Among the lines below, copy each one in which "linecap" appears.
[Exercise data]
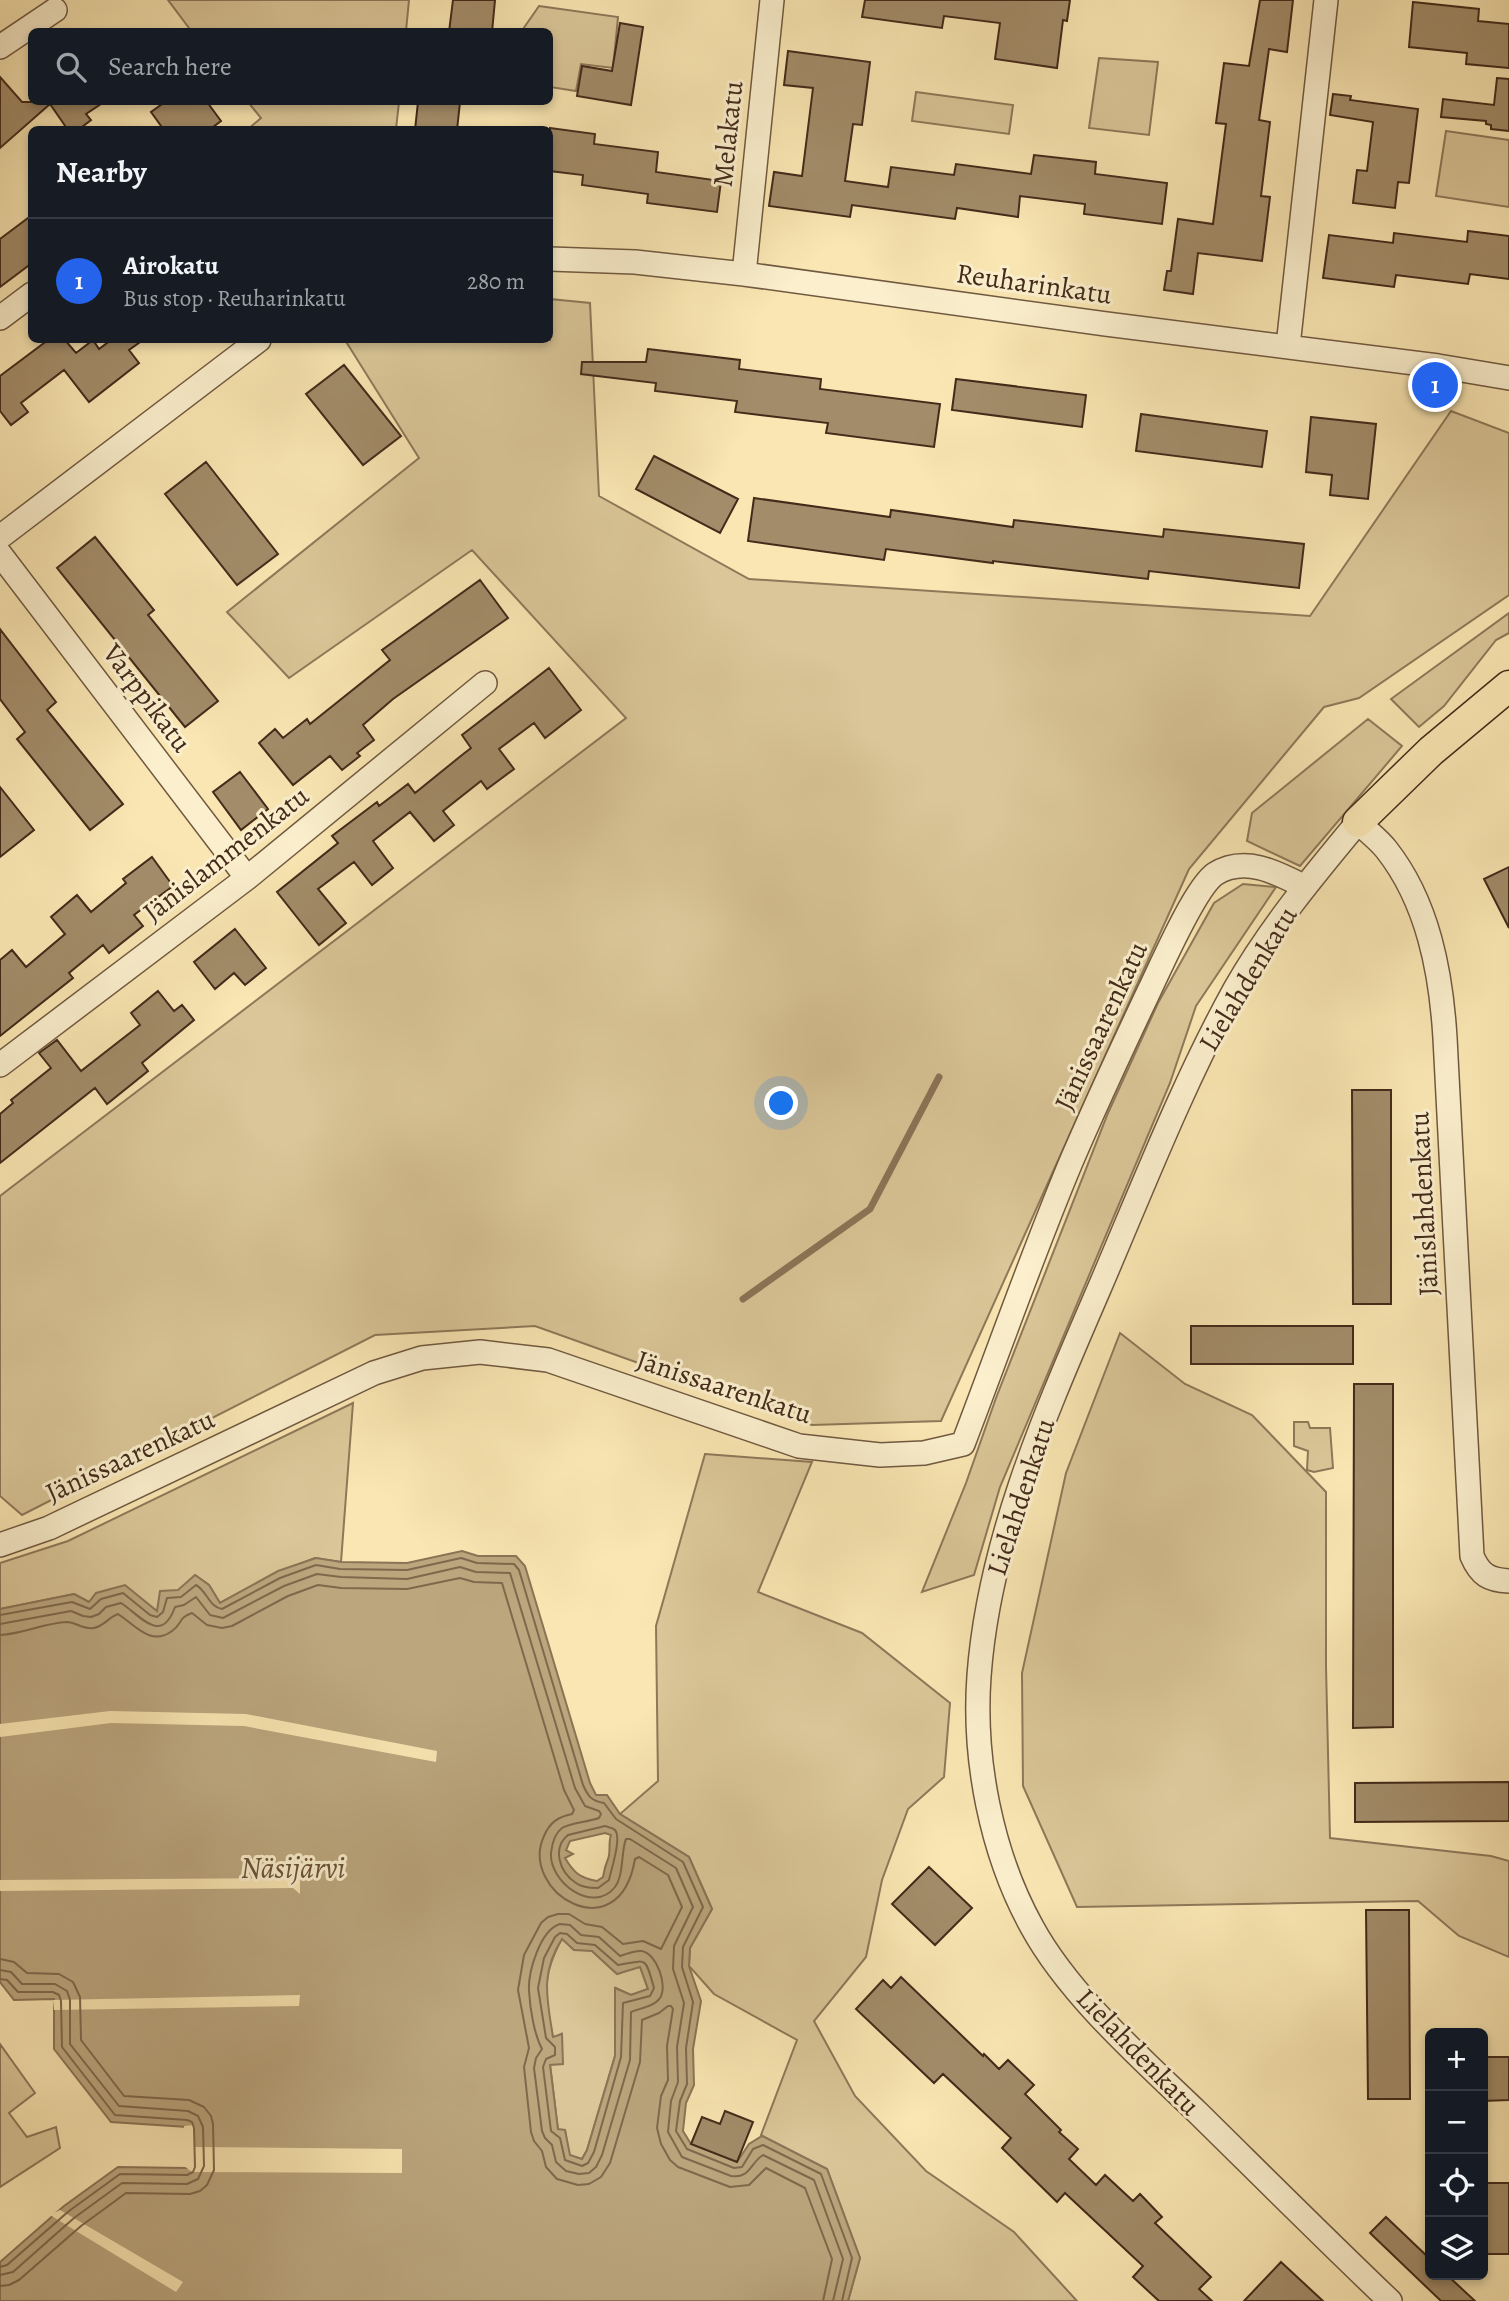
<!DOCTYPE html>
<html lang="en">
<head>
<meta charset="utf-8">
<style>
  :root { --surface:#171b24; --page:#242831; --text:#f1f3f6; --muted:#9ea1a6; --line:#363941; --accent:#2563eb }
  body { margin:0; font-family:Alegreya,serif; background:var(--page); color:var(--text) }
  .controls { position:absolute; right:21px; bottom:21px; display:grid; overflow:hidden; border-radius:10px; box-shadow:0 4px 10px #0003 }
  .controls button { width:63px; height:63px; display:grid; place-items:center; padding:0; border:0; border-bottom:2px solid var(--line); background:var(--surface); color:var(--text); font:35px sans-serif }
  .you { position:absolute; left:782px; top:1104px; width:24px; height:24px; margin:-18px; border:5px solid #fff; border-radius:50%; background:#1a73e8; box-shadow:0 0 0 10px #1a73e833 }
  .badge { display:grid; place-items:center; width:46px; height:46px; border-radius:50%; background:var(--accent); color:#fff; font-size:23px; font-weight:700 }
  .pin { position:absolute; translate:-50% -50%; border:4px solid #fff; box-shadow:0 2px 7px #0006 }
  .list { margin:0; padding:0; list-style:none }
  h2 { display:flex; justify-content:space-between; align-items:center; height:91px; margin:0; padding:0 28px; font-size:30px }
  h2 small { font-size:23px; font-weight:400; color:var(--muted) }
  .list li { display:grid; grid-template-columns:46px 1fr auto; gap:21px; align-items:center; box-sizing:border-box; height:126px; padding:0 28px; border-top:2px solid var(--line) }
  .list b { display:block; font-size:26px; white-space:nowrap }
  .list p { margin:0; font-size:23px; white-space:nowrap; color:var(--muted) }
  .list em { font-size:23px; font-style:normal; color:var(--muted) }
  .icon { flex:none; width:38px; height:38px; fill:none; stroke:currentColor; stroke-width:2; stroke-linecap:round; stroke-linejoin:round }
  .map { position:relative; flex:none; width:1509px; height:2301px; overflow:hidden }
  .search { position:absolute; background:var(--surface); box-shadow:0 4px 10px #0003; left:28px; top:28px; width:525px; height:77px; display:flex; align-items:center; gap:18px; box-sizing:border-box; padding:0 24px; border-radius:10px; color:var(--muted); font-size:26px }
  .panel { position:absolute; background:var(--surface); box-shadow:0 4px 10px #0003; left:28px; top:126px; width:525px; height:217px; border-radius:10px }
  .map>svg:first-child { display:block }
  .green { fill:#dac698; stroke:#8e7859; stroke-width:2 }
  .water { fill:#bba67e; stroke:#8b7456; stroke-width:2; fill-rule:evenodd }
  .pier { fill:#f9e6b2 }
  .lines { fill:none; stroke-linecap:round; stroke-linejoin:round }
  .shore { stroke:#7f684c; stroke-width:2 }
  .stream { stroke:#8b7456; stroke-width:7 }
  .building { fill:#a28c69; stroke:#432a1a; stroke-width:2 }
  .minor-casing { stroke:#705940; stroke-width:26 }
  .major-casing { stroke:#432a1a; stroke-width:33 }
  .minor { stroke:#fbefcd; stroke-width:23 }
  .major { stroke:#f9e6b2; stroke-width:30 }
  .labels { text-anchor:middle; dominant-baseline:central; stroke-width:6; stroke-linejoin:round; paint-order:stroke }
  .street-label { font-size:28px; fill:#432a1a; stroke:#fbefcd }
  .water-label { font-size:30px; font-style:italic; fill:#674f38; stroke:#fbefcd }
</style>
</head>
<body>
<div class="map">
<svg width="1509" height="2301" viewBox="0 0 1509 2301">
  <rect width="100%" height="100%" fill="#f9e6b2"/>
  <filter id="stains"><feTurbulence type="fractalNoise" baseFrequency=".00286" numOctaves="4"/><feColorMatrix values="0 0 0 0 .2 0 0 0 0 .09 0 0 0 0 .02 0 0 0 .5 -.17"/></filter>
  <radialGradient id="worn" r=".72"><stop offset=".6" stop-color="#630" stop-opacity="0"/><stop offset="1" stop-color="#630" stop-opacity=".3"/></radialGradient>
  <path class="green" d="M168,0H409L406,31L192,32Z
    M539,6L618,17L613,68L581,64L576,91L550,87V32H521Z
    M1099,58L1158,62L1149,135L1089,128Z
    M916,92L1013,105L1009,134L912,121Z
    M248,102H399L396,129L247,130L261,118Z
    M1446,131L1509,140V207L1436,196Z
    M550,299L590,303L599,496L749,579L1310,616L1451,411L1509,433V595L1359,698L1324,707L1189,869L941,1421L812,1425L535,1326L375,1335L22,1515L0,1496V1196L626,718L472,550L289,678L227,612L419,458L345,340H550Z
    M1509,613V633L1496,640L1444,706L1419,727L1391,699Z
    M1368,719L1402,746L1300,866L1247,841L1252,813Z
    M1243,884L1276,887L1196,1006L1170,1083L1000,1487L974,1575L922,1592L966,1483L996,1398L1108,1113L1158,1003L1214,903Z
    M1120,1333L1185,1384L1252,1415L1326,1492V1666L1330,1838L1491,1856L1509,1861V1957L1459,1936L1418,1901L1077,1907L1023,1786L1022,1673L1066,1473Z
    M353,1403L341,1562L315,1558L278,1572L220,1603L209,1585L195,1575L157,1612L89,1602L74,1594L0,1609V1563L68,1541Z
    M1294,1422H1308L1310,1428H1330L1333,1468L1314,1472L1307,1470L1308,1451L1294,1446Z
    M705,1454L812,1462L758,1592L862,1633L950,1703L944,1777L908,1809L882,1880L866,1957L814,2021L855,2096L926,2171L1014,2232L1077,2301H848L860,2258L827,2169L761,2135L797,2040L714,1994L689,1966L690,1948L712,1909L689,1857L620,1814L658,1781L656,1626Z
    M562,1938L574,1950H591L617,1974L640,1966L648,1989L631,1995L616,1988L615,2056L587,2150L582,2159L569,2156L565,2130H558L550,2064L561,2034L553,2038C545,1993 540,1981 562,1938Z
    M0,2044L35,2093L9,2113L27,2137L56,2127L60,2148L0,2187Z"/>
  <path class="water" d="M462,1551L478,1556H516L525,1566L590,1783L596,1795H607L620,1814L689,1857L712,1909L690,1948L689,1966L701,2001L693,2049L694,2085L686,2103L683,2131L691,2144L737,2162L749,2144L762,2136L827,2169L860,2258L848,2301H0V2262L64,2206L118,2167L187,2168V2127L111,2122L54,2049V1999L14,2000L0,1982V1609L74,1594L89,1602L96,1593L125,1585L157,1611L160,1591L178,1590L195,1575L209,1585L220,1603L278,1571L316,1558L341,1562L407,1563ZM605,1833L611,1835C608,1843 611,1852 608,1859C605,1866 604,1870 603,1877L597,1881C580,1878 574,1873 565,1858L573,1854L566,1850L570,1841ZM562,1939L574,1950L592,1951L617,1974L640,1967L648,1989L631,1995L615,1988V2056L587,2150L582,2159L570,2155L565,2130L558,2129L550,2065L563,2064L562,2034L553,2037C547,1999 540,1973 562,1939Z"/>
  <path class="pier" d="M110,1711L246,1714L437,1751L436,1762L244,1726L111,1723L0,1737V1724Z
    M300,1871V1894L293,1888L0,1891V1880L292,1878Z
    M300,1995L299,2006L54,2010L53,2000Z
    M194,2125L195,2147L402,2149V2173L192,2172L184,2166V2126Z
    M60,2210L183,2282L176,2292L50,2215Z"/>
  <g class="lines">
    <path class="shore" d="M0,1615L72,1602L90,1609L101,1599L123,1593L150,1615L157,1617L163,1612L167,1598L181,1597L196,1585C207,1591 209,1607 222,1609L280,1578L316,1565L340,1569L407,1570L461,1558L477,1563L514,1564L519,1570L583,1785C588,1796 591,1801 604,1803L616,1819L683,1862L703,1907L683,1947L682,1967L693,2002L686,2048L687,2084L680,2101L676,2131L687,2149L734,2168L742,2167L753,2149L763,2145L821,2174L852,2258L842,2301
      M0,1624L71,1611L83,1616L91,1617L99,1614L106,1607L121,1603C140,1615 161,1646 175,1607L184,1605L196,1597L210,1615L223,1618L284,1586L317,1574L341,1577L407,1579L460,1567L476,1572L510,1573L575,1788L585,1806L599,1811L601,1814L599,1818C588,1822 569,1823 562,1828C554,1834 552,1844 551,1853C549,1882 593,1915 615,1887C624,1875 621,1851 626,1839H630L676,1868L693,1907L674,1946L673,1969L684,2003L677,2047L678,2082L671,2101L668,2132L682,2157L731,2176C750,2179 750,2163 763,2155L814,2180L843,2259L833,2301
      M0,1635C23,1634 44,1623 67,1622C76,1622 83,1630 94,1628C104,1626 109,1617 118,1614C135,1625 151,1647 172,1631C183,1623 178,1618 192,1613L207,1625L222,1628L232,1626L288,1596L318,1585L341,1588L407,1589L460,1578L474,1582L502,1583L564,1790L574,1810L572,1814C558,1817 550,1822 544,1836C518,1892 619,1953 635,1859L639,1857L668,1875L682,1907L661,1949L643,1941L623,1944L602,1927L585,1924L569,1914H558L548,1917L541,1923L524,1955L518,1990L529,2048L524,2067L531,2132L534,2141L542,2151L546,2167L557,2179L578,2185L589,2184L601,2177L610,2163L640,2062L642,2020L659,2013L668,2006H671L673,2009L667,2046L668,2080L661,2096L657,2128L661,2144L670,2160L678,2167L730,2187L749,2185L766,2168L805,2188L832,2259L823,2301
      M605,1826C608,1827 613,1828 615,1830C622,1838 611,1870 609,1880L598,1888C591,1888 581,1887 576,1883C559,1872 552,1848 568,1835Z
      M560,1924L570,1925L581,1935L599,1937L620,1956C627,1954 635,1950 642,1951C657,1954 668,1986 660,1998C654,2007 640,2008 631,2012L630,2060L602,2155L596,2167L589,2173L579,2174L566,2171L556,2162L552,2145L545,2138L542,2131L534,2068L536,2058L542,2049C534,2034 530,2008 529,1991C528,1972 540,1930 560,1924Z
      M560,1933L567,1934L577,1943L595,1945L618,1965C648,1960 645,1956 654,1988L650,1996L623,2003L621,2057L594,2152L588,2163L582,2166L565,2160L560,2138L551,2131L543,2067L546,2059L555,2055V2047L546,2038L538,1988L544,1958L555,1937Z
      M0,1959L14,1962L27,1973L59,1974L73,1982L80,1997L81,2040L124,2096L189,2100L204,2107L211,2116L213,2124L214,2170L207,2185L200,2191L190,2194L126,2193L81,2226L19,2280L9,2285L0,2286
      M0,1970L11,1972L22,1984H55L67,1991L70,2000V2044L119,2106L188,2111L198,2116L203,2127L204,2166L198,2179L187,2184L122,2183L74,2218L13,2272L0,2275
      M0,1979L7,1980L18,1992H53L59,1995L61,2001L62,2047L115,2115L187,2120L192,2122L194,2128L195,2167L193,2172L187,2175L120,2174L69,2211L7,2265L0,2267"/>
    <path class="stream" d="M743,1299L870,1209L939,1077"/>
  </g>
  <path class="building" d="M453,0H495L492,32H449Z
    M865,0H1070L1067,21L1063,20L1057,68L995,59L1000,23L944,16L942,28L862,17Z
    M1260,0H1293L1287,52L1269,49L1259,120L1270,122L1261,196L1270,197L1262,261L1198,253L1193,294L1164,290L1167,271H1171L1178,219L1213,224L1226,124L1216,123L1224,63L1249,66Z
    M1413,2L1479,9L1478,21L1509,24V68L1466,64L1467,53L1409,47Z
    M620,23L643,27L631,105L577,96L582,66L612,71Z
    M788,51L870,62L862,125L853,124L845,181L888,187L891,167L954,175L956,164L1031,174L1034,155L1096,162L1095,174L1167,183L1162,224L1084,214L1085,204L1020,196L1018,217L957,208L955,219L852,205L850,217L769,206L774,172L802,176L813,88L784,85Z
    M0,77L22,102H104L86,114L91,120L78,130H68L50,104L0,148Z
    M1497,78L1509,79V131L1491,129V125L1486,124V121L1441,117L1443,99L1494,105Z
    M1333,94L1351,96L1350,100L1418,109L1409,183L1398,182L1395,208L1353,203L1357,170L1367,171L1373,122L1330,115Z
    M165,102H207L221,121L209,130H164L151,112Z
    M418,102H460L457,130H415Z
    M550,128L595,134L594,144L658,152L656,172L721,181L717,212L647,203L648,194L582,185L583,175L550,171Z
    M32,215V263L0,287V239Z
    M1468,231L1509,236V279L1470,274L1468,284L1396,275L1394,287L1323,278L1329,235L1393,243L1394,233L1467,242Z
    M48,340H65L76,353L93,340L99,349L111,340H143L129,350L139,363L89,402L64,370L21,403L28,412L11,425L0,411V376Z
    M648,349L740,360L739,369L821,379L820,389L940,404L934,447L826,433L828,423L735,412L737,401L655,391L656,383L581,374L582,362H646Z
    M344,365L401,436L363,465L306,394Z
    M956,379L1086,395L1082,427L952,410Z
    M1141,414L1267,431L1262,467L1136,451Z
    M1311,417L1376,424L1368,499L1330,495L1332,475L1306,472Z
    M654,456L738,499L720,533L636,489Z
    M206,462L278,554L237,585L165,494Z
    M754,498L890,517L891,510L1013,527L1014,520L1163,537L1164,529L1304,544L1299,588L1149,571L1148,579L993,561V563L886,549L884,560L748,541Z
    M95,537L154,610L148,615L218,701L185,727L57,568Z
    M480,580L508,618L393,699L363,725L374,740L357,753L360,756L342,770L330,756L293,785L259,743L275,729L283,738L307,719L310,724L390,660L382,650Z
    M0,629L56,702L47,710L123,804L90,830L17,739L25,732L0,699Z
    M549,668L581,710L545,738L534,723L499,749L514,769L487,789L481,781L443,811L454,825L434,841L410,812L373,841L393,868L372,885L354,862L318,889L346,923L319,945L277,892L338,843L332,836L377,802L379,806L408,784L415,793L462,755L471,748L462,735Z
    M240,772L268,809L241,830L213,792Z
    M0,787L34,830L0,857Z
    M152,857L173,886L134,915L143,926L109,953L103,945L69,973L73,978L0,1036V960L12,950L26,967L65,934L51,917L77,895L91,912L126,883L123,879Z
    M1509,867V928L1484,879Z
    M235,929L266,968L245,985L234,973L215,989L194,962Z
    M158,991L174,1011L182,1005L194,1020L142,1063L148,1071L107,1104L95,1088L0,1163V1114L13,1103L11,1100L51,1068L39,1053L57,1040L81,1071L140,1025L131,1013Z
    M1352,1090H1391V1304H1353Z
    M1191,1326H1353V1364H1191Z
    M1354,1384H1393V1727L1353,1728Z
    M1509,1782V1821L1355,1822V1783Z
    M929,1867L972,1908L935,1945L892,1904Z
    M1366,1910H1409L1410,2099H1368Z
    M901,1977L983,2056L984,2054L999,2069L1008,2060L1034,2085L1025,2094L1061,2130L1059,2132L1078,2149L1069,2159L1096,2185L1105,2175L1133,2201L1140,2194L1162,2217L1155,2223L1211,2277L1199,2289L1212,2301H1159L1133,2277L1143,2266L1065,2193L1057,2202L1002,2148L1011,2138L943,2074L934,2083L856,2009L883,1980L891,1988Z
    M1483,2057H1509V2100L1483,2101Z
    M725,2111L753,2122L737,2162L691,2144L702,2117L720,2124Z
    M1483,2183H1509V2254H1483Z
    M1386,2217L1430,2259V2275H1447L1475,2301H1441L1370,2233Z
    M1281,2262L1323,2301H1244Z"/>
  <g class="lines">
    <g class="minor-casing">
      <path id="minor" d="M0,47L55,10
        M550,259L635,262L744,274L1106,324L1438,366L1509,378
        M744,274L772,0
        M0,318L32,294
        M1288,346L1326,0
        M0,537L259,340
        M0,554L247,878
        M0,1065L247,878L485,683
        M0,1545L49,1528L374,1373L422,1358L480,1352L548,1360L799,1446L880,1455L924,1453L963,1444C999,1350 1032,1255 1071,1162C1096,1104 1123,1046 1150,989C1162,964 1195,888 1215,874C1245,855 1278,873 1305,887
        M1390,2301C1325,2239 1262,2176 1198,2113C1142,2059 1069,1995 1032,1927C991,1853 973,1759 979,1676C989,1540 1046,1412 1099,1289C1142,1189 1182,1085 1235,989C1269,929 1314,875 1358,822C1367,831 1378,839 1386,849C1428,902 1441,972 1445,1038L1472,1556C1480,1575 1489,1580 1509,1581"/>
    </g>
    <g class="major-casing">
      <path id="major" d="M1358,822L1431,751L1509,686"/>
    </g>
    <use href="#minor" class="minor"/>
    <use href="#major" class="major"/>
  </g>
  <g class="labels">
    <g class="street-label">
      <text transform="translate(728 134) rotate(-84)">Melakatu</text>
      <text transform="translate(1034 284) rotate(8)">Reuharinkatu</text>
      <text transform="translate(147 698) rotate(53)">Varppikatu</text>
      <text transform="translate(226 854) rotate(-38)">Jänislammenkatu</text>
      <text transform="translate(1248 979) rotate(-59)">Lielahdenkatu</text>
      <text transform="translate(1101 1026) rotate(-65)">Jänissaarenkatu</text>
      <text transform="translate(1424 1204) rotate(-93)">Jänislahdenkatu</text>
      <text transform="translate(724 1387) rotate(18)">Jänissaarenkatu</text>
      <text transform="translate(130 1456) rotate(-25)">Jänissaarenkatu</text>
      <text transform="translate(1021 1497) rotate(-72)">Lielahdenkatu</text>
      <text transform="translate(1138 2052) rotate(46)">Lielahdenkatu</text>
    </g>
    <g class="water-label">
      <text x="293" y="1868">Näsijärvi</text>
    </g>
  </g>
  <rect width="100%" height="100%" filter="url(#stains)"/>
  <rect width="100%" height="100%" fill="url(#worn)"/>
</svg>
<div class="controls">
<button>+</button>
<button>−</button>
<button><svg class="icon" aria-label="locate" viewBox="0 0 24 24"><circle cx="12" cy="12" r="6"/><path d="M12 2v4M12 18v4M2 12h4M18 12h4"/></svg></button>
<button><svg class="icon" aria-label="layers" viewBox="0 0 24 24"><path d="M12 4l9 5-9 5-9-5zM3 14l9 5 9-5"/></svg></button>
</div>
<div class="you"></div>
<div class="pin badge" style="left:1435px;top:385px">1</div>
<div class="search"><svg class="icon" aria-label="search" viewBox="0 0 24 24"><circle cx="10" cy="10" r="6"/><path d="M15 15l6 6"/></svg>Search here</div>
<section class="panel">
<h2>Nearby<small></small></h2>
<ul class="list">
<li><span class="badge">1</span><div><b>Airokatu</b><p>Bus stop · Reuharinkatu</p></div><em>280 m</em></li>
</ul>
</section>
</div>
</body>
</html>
[/Exercise data]
> Response
  .icon { flex:none; width:38px; height:38px; fill:none; stroke:currentColor; stroke-width:2; stroke-linecap:round; stroke-linejoin:round }
  .lines { fill:none; stroke-linecap:round; stroke-linejoin:round }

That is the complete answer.